Roughly three quarters of the world's seismic energy is released in the form of earthquakes along the Pacific Ocean where it meets the western coasts of North, Central and South America. This seismic activity also reaches across the Pacific, where it manifests as earthquakes in Japan, the Philippines, China, Indonesia and Australia, according to the British Geological Survey.
Another 15 percent of Earth's seismic energy is released where the African and Eurasian tectonic plates repeatedly collide. There, a seismic band stretches from the Mediterranean through the Caucasus and Himalayas to Burma, causing earthquakes along the way, according to the British Geological Survey.
The National Atlas reports that the majority of earthquakes that occur in the United States happen in Alaska and California.

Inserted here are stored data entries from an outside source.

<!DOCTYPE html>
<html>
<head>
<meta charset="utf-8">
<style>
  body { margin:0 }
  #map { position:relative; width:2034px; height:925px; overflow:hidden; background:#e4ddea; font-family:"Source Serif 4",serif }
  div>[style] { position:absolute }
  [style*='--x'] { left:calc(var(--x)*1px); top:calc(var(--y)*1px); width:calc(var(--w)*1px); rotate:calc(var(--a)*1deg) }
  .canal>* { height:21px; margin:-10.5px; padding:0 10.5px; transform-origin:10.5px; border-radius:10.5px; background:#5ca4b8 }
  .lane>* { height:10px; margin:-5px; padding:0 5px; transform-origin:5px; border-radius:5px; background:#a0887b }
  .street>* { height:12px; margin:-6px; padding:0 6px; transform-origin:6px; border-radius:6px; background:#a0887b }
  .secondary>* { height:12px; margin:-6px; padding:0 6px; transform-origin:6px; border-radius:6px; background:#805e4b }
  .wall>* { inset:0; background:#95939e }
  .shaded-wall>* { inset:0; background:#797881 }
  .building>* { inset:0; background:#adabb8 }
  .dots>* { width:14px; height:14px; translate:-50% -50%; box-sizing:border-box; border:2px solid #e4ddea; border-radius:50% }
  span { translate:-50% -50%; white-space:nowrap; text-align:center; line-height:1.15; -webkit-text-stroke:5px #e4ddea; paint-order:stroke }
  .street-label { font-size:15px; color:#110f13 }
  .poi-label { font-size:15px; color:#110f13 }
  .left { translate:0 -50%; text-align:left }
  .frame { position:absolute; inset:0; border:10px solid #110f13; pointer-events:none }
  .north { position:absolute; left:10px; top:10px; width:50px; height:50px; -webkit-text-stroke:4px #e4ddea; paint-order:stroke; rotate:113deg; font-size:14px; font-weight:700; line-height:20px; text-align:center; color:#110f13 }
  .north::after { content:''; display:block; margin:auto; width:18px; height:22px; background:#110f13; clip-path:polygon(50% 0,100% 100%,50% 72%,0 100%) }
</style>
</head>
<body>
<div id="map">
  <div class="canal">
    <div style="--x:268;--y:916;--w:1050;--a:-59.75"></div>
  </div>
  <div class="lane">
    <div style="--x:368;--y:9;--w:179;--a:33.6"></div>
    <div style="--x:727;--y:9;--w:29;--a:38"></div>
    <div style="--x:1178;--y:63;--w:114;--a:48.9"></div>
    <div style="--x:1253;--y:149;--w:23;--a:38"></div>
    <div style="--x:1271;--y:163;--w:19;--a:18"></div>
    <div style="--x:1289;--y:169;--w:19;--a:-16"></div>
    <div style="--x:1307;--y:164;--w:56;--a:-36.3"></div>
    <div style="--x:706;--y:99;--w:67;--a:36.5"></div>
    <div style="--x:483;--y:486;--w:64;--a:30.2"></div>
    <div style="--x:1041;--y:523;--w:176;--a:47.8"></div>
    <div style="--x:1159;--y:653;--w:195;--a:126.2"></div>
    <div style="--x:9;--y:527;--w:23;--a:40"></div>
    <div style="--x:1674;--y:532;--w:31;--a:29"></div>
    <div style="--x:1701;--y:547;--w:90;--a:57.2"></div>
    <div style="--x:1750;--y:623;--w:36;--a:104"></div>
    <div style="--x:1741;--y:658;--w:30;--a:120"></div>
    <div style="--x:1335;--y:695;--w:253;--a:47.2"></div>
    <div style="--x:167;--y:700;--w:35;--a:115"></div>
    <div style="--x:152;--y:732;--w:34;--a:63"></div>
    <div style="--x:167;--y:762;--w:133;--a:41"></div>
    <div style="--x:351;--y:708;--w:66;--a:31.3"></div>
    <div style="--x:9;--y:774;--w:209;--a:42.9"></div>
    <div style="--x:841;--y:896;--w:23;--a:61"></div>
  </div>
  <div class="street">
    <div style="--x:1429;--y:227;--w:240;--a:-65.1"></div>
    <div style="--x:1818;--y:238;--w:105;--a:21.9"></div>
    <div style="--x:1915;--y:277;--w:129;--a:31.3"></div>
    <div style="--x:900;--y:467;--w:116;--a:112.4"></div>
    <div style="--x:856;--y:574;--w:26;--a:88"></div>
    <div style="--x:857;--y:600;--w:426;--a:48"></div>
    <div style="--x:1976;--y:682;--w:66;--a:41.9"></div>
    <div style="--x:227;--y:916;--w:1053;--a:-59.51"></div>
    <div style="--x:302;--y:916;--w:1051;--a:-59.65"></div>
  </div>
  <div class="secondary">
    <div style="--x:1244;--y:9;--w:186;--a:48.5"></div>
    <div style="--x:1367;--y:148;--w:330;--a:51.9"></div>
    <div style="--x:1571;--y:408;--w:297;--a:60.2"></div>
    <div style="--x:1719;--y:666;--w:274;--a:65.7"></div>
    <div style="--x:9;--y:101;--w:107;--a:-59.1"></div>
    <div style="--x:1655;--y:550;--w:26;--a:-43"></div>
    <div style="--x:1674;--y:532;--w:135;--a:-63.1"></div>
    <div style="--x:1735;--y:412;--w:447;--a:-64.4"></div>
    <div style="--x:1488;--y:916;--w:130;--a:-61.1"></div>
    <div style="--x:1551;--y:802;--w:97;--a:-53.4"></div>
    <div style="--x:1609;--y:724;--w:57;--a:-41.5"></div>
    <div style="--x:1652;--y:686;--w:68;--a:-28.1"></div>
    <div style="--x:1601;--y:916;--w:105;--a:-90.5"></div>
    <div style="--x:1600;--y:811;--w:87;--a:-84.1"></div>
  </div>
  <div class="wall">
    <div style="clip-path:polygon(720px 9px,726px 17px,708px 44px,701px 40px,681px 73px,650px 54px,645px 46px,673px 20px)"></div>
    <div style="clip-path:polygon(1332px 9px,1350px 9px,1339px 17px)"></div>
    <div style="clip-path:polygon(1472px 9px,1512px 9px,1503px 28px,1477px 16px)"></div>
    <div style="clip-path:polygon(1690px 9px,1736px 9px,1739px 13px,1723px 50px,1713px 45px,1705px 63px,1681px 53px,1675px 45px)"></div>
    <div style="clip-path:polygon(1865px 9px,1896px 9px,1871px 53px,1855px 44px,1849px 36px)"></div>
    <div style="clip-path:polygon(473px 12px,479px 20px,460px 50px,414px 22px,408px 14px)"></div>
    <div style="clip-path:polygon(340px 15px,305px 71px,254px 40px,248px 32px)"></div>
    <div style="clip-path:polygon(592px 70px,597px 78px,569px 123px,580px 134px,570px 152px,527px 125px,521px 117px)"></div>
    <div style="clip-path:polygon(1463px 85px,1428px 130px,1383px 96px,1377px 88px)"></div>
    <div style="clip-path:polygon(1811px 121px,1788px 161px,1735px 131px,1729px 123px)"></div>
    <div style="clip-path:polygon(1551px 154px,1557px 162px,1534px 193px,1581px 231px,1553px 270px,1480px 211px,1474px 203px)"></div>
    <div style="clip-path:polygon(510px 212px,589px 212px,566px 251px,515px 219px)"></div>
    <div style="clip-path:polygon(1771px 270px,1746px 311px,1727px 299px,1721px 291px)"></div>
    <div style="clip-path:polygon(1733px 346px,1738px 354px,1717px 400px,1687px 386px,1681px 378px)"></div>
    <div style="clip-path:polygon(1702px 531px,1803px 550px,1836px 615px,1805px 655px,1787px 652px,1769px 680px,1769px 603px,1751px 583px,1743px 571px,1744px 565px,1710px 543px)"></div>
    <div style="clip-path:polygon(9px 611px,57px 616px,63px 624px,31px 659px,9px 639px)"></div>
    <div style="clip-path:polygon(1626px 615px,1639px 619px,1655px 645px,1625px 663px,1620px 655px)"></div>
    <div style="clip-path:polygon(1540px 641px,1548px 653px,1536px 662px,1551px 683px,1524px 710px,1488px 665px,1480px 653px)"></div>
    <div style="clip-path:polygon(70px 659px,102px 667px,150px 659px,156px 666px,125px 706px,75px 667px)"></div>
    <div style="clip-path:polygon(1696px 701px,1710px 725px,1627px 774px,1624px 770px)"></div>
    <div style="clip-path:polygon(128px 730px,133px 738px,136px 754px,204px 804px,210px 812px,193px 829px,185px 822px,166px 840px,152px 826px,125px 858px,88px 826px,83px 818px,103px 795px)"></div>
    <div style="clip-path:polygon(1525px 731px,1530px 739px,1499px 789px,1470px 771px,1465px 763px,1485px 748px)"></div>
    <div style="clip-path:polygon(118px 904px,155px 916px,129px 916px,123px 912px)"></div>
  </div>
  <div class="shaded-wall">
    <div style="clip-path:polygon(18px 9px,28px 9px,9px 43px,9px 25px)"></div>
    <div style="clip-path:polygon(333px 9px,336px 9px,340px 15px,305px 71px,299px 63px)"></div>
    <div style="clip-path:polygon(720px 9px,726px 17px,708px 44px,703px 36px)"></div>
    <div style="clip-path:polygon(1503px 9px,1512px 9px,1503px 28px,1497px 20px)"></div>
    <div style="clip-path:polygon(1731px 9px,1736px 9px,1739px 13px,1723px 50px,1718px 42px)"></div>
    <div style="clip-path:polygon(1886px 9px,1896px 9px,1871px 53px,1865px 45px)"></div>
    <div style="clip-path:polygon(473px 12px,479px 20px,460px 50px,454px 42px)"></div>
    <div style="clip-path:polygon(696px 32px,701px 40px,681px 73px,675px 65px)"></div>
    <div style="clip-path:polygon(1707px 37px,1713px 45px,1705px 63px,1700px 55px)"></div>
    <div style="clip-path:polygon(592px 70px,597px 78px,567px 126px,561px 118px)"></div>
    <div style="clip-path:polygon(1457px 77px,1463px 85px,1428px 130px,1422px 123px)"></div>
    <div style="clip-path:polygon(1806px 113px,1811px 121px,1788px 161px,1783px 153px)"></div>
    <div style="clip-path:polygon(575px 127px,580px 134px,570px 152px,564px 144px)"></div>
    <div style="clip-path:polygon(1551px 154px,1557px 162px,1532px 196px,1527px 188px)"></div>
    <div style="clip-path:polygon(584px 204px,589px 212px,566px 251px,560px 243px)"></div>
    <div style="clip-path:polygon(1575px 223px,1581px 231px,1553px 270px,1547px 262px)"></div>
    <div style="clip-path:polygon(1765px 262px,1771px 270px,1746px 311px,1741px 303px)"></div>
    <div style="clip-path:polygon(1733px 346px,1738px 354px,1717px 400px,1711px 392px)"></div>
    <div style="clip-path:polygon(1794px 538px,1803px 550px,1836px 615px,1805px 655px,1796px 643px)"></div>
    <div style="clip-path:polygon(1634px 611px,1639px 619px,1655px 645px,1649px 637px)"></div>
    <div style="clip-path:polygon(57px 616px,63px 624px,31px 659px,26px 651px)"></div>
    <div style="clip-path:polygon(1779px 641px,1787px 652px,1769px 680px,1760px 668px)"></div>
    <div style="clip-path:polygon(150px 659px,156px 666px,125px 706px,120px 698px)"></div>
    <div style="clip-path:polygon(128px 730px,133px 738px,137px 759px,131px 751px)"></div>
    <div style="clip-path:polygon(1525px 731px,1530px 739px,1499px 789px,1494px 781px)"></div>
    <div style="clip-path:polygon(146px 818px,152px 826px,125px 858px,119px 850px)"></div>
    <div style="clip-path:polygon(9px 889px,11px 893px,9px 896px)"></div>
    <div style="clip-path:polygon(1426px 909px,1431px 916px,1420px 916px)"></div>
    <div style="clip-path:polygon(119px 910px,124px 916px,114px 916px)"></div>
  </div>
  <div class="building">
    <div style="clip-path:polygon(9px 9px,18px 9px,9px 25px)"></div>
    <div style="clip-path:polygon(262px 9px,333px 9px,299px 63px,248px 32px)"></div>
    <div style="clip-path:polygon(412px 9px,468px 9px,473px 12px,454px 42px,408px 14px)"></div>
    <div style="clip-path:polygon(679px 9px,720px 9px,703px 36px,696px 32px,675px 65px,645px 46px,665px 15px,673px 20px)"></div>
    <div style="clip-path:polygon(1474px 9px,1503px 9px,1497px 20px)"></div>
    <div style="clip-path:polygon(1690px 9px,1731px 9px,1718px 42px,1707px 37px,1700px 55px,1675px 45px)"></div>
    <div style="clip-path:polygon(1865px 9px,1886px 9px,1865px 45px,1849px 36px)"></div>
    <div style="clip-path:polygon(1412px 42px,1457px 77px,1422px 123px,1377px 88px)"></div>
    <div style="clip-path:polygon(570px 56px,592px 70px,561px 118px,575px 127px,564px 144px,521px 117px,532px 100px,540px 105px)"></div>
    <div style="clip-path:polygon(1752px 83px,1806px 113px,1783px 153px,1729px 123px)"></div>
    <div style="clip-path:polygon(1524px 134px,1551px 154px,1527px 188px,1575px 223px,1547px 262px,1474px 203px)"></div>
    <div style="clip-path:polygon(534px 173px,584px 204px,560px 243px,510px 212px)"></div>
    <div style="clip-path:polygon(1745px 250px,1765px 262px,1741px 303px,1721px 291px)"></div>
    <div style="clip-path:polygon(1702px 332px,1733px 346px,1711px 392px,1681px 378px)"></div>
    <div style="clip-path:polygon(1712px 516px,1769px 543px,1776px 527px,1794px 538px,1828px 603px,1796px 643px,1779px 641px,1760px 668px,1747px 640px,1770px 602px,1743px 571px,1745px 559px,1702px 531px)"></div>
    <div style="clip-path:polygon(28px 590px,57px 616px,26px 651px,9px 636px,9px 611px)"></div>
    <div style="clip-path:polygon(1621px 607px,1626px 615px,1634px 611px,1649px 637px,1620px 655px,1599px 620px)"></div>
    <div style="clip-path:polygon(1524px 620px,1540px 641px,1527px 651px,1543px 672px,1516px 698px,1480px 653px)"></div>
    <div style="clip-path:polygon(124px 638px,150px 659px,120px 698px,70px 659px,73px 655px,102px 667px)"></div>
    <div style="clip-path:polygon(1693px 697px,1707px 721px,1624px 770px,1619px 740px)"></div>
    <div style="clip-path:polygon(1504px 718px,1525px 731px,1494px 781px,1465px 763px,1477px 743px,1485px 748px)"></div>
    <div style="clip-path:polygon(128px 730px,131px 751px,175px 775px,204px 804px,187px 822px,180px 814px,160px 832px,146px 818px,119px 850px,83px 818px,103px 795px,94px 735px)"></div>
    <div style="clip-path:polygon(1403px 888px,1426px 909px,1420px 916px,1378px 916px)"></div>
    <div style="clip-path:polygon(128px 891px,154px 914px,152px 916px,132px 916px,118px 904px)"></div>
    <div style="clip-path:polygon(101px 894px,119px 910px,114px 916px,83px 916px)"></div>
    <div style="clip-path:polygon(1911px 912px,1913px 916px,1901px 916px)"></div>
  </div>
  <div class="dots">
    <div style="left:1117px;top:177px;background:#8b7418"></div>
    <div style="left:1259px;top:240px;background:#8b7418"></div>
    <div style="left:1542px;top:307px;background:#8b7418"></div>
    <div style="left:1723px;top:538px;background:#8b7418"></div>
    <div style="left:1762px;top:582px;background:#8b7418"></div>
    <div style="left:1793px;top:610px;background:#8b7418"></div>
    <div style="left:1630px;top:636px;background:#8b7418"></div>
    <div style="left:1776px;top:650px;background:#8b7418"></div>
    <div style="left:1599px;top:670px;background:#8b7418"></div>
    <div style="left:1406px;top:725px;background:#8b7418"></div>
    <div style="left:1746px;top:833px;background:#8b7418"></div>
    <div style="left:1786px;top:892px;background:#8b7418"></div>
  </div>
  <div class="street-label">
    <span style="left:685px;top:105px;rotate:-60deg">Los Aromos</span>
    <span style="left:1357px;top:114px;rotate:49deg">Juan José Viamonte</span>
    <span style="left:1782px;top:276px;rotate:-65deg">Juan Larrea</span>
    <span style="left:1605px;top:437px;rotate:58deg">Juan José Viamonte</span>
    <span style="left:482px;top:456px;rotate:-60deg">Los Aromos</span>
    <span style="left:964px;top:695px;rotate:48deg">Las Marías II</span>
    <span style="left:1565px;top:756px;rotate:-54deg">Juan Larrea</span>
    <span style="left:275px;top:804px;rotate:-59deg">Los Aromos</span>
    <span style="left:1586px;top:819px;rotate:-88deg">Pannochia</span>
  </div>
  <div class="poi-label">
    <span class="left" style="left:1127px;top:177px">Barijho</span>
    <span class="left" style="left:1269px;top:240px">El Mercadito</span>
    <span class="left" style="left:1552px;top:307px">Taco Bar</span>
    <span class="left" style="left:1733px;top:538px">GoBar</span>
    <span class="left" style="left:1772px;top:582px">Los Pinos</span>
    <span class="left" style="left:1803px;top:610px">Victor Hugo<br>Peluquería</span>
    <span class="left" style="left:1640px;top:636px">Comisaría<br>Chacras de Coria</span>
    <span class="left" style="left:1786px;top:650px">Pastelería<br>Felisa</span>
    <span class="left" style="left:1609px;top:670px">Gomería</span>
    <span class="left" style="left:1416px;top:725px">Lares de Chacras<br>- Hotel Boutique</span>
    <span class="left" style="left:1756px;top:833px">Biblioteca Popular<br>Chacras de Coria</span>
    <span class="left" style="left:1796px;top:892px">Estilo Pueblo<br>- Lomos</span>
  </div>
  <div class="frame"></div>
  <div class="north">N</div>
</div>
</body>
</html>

However, Washington State, Hawaii, Nevada and Idaho experience multiple earthquakes on a regular basis as well.
Where cities are concerned, Forbes published an article citing a study by nonprofit research organization GeoHazards International that indicates that the world's most earthquake-vulnerable cities include: Tokyo, Kobe and Nagoya in Japan; Manila, Philippines; Delhi, India; Kathmandu, Nepal, Istanbul, Turkey; Quito, Ecuador and Islamabad, Pakistan. These cities have experienced a higher rate of earthquakes and earthquake-related damage than other cities, according to the study.